Schweizer Atommüll an deutscher Grenze: Gemeinde in Baden-Württemberg betroffen

Nächste Sorge rund um Atomkraft in Baden-Württemberg. Radioaktives Material aus der Schweiz soll an der Grenze aufbewahrt werden. Noch herrscht über Transport und Lagerung Unklarheit.
Erst vor wenigen Wochen äußerte sich Bundeswirtschaftsminister Robert Habeck zur geplanten Laufzeitverlängerung für das Atomkraftwerk Neckarwestheim in Baden-Württemberg und das AKW Isar 2 in Bayern, da wächst in einer Gemeinde im Regierungsbezirk Freiburg die Sorge vor den Folgen von Atommüll. Allerdings geht es nicht um die radioaktiven Abfälle aus Deutschland.
Wie die Deutsche Presse-Agentur meldet, hat die Schweiz ein Endlager für Atommüll in unmittelbarer Nähe der deutschen Gemeinde Hohentengen in Baden-Württemberg geplant. Schon seit 2016 ist das drohende Lager für radioaktive Stoffe ein riesen Thema. Damals wetterte eine Gemeinderätin: „Die Schweiz beschließt ihren radioaktiven Müll in der Schweiz zu belassen und setzt ihn uns Nachbarn fast vor die Füße.“
Wie nah kommt der Atommüll an die Grenze zu Baden-Württemberg?

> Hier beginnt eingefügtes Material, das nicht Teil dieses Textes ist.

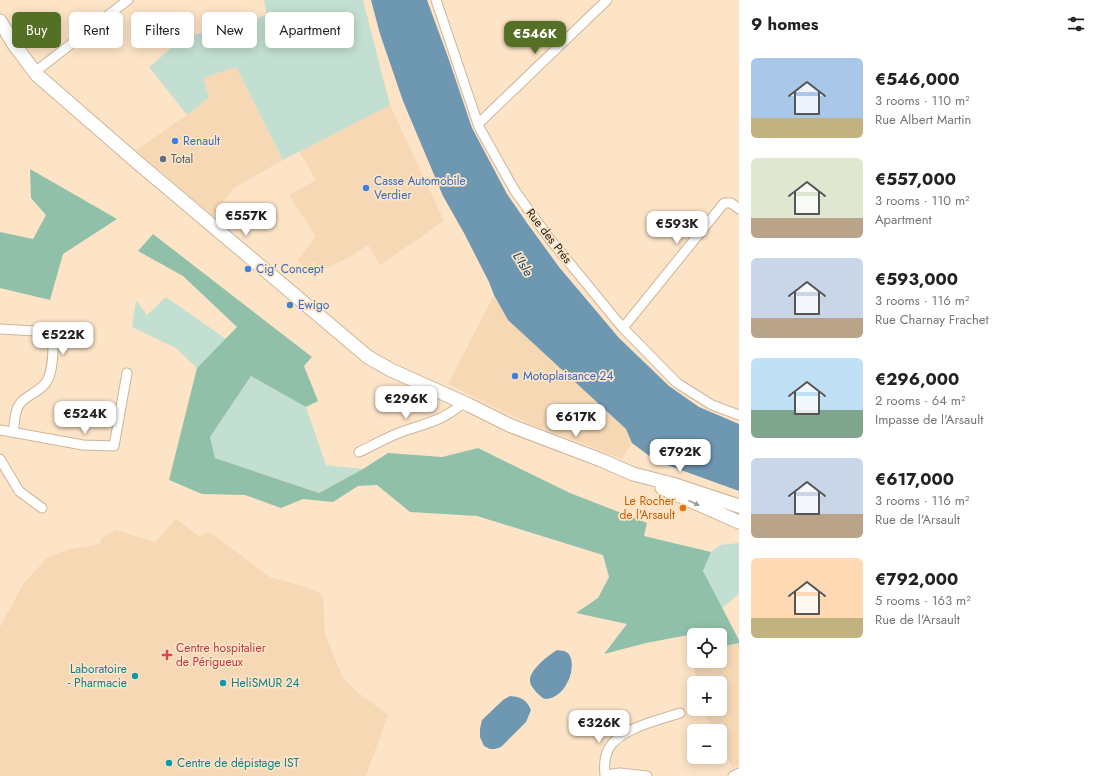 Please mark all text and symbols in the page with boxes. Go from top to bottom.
chip: Buy [12,12,61,48]
chip: Rent [69,12,123,48]
chip: Filters [131,12,194,48]
chip: New [202,12,257,48]
chip: Apartment [265,12,354,48]
text: 9 homes [751,12,819,36]
icon: filters [1065,13,1087,35]
pin: €546K [507,21,563,55]
text: €546K [513,24,557,43]
text: €546,000 [875,67,960,91]
icon: home [783,74,831,122]
text: 3 rooms · 110 m² [875,91,970,110]
text: Rue Albert Martin [875,110,971,129]
place label: Renault [183,132,220,150]
marker: Renault [170,136,180,146]
place label: Total [171,150,193,168]
marker: Total [158,154,168,164]
text: €557,000 [875,167,956,191]
place label: Casse Automobile Verdier [374,172,466,204]
icon: home [783,174,831,222]
marker: Casse Automobile Verdier [361,183,371,193]
text: 3 rooms · 110 m² [875,191,970,210]
pin: €557K [218,203,274,237]
street label: Rue des Prés [522,205,576,267]
text: €557K [225,206,267,225]
text: Apartment [875,210,932,229]
pin: €593K [649,211,705,245]
text: €593K [656,214,698,233]
water label: L'Isle [508,248,538,280]
place label: Cig' Concept [256,260,324,278]
marker: Cig' Concept [243,264,253,274]
text: €593,000 [875,267,958,291]
icon: home [783,274,831,322]
text: 3 rooms · 116 m² [875,291,969,310]
place label: Ewigo [298,296,330,314]
marker: Ewigo [285,300,295,310]
text: Rue Charnay Frachet [875,310,989,329]
pin: €522K [35,322,91,356]
text: €522K [41,325,85,344]
place label: Motoplaisance 24 [523,367,613,385]
text: €296,000 [875,367,959,391]
marker: Motoplaisance 24 [510,371,520,381]
icon: home [783,374,831,422]
pin: €296K [378,386,434,420]
text: €296K [384,389,428,408]
text: 2 rooms · 64 m² [875,391,965,410]
pin: €524K [57,401,113,435]
text: €524K [63,404,107,423]
pin: €617K [548,404,604,438]
text: €617K [556,407,596,426]
text: Impasse de l'Arsault [875,410,983,429]
pin: €792K [652,439,708,473]
text: €792K [659,442,701,461]
text: €617,000 [875,467,954,491]
icon: home [783,474,831,522]
text: 3 rooms · 116 m² [875,491,969,510]
place label: Le Rocher de l'Arsault [619,492,676,524]
one-way arrow [688,500,700,506]
marker: Le Rocher de l'Arsault [678,503,688,513]
text: Rue de l'Arsault [875,510,960,529]
text: €792,000 [875,567,958,591]
icon: home [783,574,831,622]
text: 5 rooms · 163 m² [875,591,971,610]
text: Rue de l'Arsault [875,610,960,629]
map controls [687,628,727,764]
button: locate [687,628,727,668]
place label: Centre hospitalier de Périgueux [176,639,267,671]
marker: Centre hospitalier de Périgueux [161,649,173,661]
place label: Laboratoire - Pharmacie [68,660,127,692]
marker: Laboratoire - Pharmacie [130,671,140,681]
place label: HeliSMUR 24 [231,674,300,692]
button: + [687,676,727,716]
marker: HeliSMUR 24 [218,678,228,688]
pin: €326K [571,710,627,744]
text: €326K [578,713,620,732]
button: − [687,724,727,764]
place label: Centre de dépistage IST [177,754,300,772]
marker: Centre de dépistage IST [164,758,174,768]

Doch wie nahe kommt das Atommülllager an die Grenze zu Deutschland und Baden-Württemberg? Das ausgewählte Gebiet Nördlich Lägern liegt wenige Hundert Meter hinter der Grenze, sagt der Bürgermeister von Hohentengen, Martin Benz, der dpa. „Der Bahnhof, der für An- und Abtransporte benutzt werden könnte, liegt ein paar Hundert Meter von unseren Wohngebieten entfernt. Wenn der Atommülltransport über die Straße kommt: die ist auch nur 850 Meter weg.“
Warum soll das radioaktive Material an den Grenzen gelagert werden?

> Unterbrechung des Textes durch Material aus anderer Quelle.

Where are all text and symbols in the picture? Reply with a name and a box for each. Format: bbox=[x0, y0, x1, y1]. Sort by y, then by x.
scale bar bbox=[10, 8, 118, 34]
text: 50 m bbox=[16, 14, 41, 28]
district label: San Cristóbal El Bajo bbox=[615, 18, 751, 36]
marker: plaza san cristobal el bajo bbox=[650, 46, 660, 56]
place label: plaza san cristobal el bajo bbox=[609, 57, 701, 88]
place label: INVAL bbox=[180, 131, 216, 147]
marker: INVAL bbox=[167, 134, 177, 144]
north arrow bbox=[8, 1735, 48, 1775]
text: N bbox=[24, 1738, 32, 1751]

In der Schweiz ist man unterdessen sehr zufrieden mit der Wahl des Ortes für das Atommülllager. Dem dpa-Berihct zufolge erklärte die Schweizer Nationale Genossenschaft für die Lagerung radioaktiver Abfälle (Nagra) dazu: „Der Opalinuston ist dicht, kann allfällige Risse selbst wieder abdichten und bindet radioaktive Teilchen an sich. So schließt er radioaktive Stoffe langfristig ein.“ Diese Voraussetzungen gibt es demnach nur im Grenzgebiet.
Opalinuston
Die Opalinuston-Formation besteht aus recht einheitlichen Tonen und Tonsteinen mit einzelnen Toneisensteingeoden-Lagen. Die Mächtigkeit beträgt zwischen 100 und 120 m.

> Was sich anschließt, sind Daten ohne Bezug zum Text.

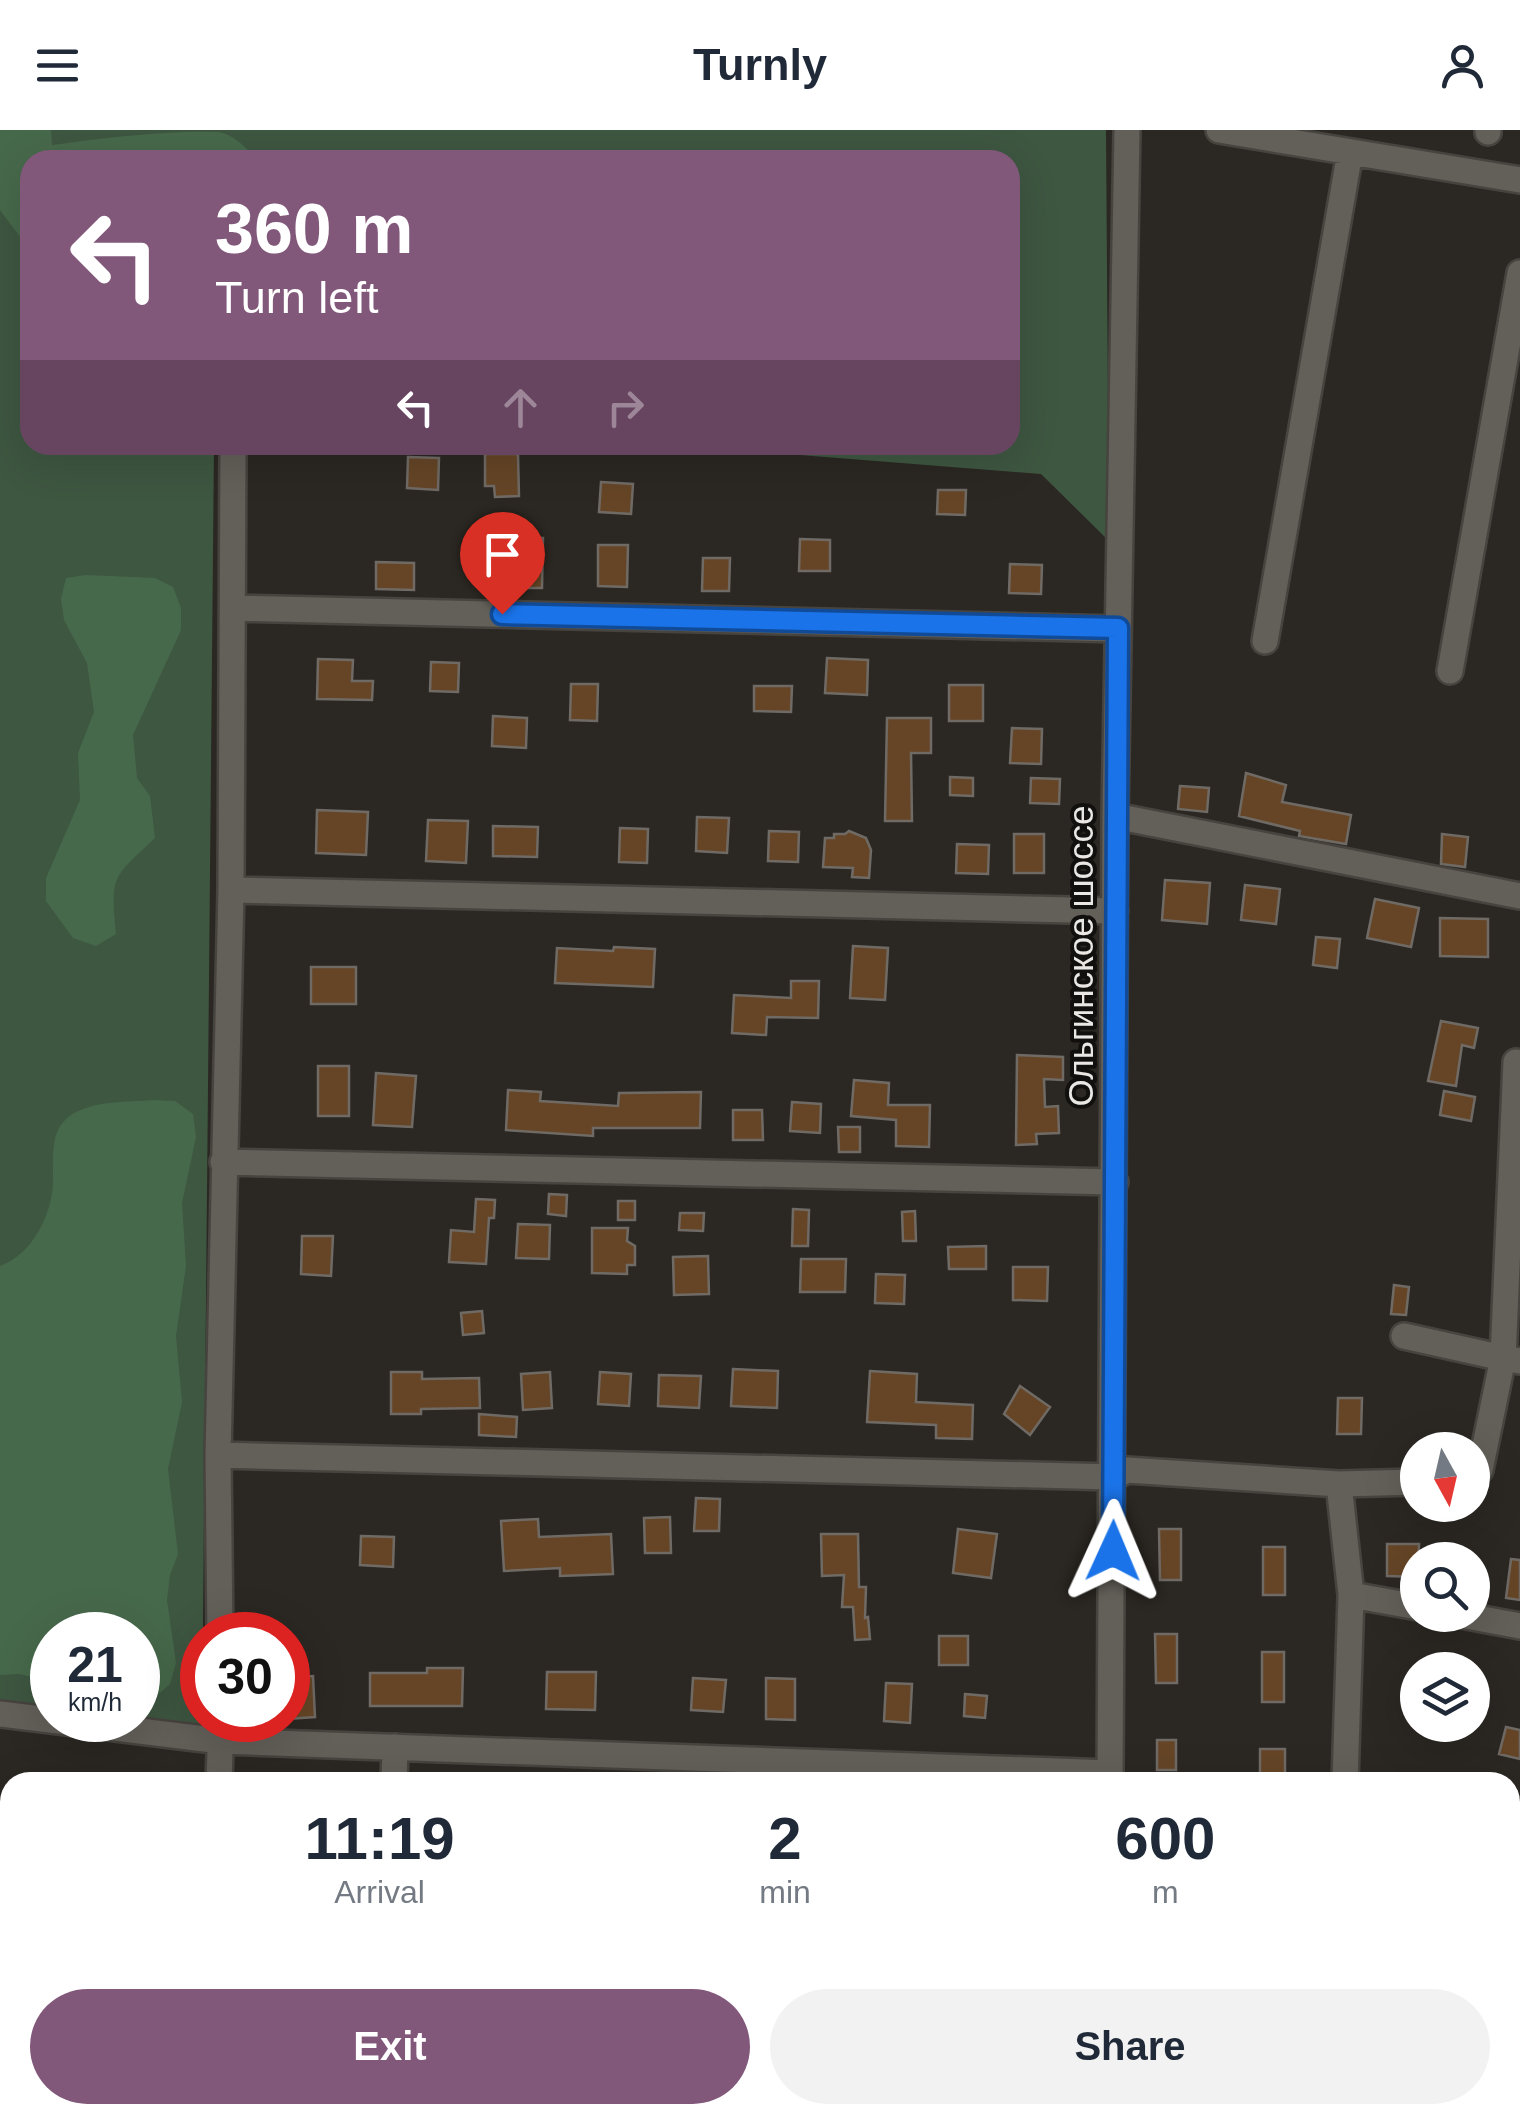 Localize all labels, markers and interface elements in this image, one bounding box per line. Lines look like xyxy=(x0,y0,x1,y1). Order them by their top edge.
icon: menu xyxy=(30,38,85,93)
icon: person xyxy=(1435,38,1490,93)
text: Turnly xyxy=(693,39,827,90)
icon: left xyxy=(50,190,180,320)
text: 360 m xyxy=(215,190,413,268)
text: Turn left xyxy=(215,272,378,323)
icon: left xyxy=(388,380,443,435)
icon: ahead xyxy=(493,380,548,435)
icon: right xyxy=(598,380,653,435)
pin xyxy=(460,512,545,615)
icon: arrive xyxy=(475,527,530,582)
street label: Ольгинское шоссе xyxy=(1061,805,1100,1107)
north arrow xyxy=(1400,1432,1490,1522)
map controls xyxy=(1400,1432,1490,1742)
position arrow xyxy=(1061,1499,1165,1603)
button: search xyxy=(1400,1542,1490,1632)
speed limit sign: 30 xyxy=(180,1612,310,1742)
text: 21 xyxy=(67,1637,123,1693)
button: layers xyxy=(1400,1652,1490,1742)
text: km/h xyxy=(68,1688,122,1716)
text: 11:19 xyxy=(305,1805,455,1872)
text: 2 xyxy=(768,1805,802,1872)
text: 600 xyxy=(1115,1805,1215,1872)
text: Arrival xyxy=(334,1874,425,1910)
text: min xyxy=(759,1874,811,1910)
text: m xyxy=(1152,1874,1179,1910)
button: Exit xyxy=(30,1989,750,2104)
button: Share xyxy=(770,1989,1490,2104)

Für Martin Steinebrunner von der Deutschen Koordinationsstelle Schweizer Tiefenlager (DKST) beim Regionalverband Hochrhein-Bodensee ist es eine gute Sache, dass der radioaktive Müll hier sicher ist. Gegenüber der dpa erklärt er: „Wenn der sicherste Ort ein paar Kilometer weg von der Grenze ist, nehmen wir das hin. Wir haben auch die Schweizer Kernkraftwerke in Grenznähe. Es ist ein Zugewinn an Sicherheit, wenn alles eingelagert ist.“
Welche Mengen an Atommüll sollen an die Grenze zu Baden-Württemberg kommen?
Welche Mengen an radioaktivem Müll werden denn in der Nähe von Baden-Württemberg zu erwarten sein? Die hoch radioaktiven Abfälle aus Atomkraftwerken sowie Medizin, Industrie und Forschung umfassen laut dpa und den Angaben der Nagra 9.300 Kubikmeter. Das entspreche dem Volumen nach etwa acht Einfamilienhäusern. Dazu kommen rund 72.000 Kubikmeter schwach- und mittelradioaktive Abfälle. Die vier verbliebenen Schweizer Atomkraftwerke dürfen betrieben werden, solange sie sicher sind. Das kann bis in die 2040er Jahre gehen.

Wie soll der Transport des Atommülls nahe der Gemeinde in Baden-Württemberg ablaufen?
Was noch unklar ist, wie das Material zum Endlager geschafft werden soll. Die Nagra wollte sich am Montag äußern. Unklar ist auch, wo das Material für die Endlagerung verpackt werden soll. Dafür ist laut dpa eine „Heiße Zelle“ nötig, ein Hochsicherheitsbau. Es könnte am Zwischenlager für atomare Abfälle in Würenlingen rund 15 Kilometer südlich der deutschen Gemeinde Waldshut-Tiengen entstehen.
Die Nagra will bis 2024 ein Baugesuch einreichen, über das Regierung und Parlament entscheiden. Danach dürfte es eine Volksabstimmung geben. Wird der Bau nicht abgelehnt, sollen die Arbeiten 2031 beginnen. Die mehrjährige Einlagerung begänne etwa 2050. Das Lager würde über Jahrzehnte beobachtet und etwa 2125 endgültig versiegelt.